▶ **Records contained in a dataset**
%%

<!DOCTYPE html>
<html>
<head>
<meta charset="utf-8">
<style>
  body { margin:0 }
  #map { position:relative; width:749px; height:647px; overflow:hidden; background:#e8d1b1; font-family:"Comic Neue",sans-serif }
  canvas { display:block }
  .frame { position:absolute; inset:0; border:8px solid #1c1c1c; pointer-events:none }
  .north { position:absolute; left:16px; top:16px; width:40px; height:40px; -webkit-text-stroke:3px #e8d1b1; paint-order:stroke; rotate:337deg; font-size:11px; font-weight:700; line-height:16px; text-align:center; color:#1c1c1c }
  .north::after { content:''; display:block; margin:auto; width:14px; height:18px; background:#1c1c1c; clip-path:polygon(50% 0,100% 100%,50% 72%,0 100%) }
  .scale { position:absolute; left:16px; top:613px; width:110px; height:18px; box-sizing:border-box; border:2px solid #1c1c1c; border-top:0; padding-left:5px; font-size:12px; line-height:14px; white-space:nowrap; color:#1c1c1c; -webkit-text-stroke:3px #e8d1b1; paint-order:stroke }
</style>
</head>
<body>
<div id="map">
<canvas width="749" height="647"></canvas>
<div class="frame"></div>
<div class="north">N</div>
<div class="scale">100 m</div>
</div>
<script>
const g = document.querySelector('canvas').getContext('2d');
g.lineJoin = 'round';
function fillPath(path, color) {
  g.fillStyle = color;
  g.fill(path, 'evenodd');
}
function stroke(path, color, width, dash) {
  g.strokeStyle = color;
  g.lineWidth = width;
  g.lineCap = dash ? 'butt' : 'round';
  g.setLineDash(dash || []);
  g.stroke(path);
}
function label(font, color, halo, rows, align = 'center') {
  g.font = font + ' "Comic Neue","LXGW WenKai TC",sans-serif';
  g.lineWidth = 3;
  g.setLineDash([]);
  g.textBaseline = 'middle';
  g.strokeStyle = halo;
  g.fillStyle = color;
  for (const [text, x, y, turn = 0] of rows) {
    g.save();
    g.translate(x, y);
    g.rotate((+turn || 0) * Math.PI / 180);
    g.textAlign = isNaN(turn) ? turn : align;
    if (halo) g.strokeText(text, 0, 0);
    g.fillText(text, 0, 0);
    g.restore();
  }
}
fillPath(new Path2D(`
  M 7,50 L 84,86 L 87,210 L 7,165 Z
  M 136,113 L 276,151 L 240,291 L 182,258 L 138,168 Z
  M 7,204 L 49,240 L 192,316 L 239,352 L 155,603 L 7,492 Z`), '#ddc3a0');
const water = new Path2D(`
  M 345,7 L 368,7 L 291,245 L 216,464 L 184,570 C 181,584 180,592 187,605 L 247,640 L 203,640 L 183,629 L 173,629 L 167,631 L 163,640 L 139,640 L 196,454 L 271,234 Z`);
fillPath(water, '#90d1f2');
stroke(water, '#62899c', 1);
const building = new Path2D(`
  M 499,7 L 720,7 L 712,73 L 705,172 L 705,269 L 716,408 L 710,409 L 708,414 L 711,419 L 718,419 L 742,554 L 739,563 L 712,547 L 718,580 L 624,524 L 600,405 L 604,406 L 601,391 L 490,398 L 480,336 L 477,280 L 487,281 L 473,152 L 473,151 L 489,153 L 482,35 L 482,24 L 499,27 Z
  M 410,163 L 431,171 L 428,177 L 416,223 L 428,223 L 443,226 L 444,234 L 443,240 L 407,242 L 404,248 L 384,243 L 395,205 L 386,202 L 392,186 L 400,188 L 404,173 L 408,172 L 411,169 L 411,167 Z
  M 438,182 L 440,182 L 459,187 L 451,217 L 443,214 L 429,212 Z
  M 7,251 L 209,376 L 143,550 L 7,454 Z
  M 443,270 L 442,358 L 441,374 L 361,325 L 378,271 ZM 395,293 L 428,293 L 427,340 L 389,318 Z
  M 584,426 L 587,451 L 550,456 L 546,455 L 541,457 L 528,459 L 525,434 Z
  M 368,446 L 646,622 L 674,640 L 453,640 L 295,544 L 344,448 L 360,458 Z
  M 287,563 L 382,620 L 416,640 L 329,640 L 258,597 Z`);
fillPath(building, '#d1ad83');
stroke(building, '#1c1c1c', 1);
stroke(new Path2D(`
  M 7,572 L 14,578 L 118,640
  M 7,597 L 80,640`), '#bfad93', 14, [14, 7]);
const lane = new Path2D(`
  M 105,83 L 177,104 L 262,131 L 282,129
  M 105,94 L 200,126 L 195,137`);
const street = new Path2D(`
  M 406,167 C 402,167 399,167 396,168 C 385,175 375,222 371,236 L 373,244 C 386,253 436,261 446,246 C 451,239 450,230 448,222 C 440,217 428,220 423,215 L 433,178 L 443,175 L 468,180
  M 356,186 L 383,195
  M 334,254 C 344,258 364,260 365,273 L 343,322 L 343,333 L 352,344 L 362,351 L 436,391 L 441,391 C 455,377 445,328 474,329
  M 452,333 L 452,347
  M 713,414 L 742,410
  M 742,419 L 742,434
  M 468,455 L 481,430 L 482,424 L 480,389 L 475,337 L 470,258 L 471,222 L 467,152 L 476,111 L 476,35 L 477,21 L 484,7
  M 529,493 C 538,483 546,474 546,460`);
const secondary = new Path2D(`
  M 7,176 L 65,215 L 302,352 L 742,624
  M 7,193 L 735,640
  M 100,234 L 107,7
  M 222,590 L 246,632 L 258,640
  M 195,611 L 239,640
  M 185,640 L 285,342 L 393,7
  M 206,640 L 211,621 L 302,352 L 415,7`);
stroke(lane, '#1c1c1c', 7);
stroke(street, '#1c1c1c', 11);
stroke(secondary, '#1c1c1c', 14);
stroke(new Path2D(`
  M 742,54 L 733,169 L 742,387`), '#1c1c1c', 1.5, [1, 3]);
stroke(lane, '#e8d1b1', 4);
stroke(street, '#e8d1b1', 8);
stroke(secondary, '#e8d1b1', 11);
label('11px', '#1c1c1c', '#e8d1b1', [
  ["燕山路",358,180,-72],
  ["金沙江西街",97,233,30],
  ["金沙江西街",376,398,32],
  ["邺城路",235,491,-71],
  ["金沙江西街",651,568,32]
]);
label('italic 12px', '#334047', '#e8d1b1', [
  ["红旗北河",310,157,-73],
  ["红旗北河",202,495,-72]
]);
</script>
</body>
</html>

%%

Every line above that contains the word "function" should be reported.

▶ **Solution for this problem**
function fillPath(path, color) {
function stroke(path, color, width, dash) {
function label(font, color, halo, rows, align = 'center') {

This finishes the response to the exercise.